Whether you have a name that no one can pronounce, or one that millions of people share – our names are an essential part of our identity. You can’t deny that it feels great when people greet you by name or simply remember it after a brief meeting. I know this, and yet I’m terrible at remembering people’s names. Maybe it’s from my years working at nightclubs where I met so many drunk people a night and never had to remember them again (unless they were big tippers), or maybe it’s because I’m just a terrible person. Either way, greeting someone by name is one of the most basic and influential social awareness strategies that you can adopt, and it’s one I’m working on big time.

Especially if you’re someone (like me) who can get nervous and withdrawn sometimes in social situations, greeting someone by name is a good way to break down barriers and come across as warm and inviting. Super charismatic and social people understand that this is a underrated tool and use it often. Remembering a person’s name is a brain exercise—and one that you need to practice to get better at:

* If you’re a “great with faces, but not names,” person, or you just can’t seem to remember anyone’s name 30 seconds after you hear it—make this the month to practice saying, “Hello, [name],” to someone each time you enter a room and to those you’re introduced to.

* If you space on doing this and get into a convo, don’t be embarrassed to just say “I’m sorry, I missed your name.” If it’s a business contact, just ask for a business card before you part ways. If it’s more personal, I usually just get them to put their own contact info in my phone (no I’m never calling you I just needed to know your name).

* Say something about the name and cross-reference it in your head (“My college roommate’s name was Ted.”)

* If a name sounds unusual to you, ask the person to spell it for you so you can picture the name written.
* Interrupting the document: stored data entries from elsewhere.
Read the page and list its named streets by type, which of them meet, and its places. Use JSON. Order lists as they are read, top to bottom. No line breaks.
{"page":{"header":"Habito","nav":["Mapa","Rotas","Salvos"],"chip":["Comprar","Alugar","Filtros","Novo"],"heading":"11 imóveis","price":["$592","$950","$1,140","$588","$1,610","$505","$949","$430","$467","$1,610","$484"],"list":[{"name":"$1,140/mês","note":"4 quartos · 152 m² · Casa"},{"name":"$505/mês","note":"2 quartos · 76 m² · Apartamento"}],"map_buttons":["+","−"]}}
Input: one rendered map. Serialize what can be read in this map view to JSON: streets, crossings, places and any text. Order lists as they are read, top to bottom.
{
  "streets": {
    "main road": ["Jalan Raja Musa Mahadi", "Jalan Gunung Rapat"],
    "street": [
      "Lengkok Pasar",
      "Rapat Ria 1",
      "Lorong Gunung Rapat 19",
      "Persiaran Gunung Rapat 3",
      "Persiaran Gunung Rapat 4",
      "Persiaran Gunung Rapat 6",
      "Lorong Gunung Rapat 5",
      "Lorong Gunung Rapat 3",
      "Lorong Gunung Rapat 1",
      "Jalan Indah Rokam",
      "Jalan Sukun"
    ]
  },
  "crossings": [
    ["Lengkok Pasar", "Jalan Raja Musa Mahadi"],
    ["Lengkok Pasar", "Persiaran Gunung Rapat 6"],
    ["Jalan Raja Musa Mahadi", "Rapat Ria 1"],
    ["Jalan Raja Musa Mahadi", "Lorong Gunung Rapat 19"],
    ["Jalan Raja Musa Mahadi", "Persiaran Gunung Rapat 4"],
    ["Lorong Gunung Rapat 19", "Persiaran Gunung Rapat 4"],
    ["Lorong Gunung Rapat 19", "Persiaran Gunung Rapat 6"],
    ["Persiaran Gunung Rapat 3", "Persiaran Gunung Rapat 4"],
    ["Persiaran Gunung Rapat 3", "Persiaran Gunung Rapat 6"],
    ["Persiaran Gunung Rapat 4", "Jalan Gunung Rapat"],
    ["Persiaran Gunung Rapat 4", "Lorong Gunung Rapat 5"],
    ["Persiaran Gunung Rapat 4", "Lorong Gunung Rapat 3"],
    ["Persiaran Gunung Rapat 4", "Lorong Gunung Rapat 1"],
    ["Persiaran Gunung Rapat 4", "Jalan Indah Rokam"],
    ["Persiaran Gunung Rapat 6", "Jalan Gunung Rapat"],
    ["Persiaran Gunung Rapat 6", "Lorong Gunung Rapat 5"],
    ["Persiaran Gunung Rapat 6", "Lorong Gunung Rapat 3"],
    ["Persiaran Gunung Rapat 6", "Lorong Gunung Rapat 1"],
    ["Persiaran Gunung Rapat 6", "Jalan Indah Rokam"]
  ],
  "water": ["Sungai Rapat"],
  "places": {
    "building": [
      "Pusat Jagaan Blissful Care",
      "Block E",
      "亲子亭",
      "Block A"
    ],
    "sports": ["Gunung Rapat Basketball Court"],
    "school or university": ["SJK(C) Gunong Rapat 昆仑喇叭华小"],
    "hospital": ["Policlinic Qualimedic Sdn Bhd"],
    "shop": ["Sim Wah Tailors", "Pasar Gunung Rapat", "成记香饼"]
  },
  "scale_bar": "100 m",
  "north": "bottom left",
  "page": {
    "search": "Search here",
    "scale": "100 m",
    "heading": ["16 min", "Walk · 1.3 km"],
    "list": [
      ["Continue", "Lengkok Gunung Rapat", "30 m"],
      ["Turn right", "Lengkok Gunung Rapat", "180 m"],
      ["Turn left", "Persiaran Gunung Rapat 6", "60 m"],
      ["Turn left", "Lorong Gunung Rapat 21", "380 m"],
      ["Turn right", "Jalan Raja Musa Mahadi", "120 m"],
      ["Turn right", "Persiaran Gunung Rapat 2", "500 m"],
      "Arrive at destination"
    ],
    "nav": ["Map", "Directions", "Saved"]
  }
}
This will help you remember it later.

* Be sure to use the person’s name at least twice during the conversation. Greeting people by their names not only acknowledges them as the essence of who they are, but also allows you to remain connected to them in more than just a superficial way. Throw it in when you’re saying goodbye – “It was nice to see/meet you, Ted.”

Repeating it as much as possible (without sounding crazy) and associating the name to something that is meaningful to you will train your mind to start focusing when you meet someone new. Boom – now you’ll never have to look like a douche again.